==== Input records ====
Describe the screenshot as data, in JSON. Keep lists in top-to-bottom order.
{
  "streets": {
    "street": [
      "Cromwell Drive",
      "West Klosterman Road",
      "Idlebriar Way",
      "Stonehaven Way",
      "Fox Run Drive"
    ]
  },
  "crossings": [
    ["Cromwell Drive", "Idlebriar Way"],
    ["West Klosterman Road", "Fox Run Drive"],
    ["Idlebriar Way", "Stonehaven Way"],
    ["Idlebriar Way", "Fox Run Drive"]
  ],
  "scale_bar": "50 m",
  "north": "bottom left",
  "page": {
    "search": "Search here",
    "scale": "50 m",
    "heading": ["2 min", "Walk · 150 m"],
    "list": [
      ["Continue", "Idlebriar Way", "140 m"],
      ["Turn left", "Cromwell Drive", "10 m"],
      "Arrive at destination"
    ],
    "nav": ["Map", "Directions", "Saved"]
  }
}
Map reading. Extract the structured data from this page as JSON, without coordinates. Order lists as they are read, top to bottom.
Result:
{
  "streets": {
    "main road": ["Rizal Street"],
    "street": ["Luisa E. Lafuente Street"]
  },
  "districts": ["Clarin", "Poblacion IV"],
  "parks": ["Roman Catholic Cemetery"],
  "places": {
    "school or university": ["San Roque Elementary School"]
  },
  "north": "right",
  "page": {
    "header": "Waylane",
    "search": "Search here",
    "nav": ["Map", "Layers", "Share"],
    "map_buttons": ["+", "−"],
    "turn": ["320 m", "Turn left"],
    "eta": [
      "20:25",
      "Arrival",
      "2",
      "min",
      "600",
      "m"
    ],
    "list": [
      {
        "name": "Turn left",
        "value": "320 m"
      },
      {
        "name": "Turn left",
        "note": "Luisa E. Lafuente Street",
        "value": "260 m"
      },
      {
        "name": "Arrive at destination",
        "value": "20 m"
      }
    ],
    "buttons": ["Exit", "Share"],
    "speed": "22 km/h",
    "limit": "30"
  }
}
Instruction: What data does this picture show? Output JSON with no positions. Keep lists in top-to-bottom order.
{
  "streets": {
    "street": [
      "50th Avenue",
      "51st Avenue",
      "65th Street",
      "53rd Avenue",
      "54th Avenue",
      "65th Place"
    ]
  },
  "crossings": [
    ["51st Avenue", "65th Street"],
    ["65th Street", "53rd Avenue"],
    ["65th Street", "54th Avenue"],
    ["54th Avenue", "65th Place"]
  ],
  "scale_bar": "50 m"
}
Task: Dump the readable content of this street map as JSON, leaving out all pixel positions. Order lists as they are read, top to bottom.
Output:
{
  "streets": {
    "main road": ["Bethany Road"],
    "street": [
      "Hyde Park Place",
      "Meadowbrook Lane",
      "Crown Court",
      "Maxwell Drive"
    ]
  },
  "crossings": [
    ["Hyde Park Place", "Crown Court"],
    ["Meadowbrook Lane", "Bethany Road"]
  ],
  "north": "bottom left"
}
====
» Task instructions:
The lines to copy are those in the records above containing the word "they".

» Task solution:
Map reading. Extract the structured data from this page as JSON, without coordinates. Order lists as they are read, top to bottom.
Task: Dump the readable content of this street map as JSON, leaving out all pixel positions. Order lists as they are read, top to bottom.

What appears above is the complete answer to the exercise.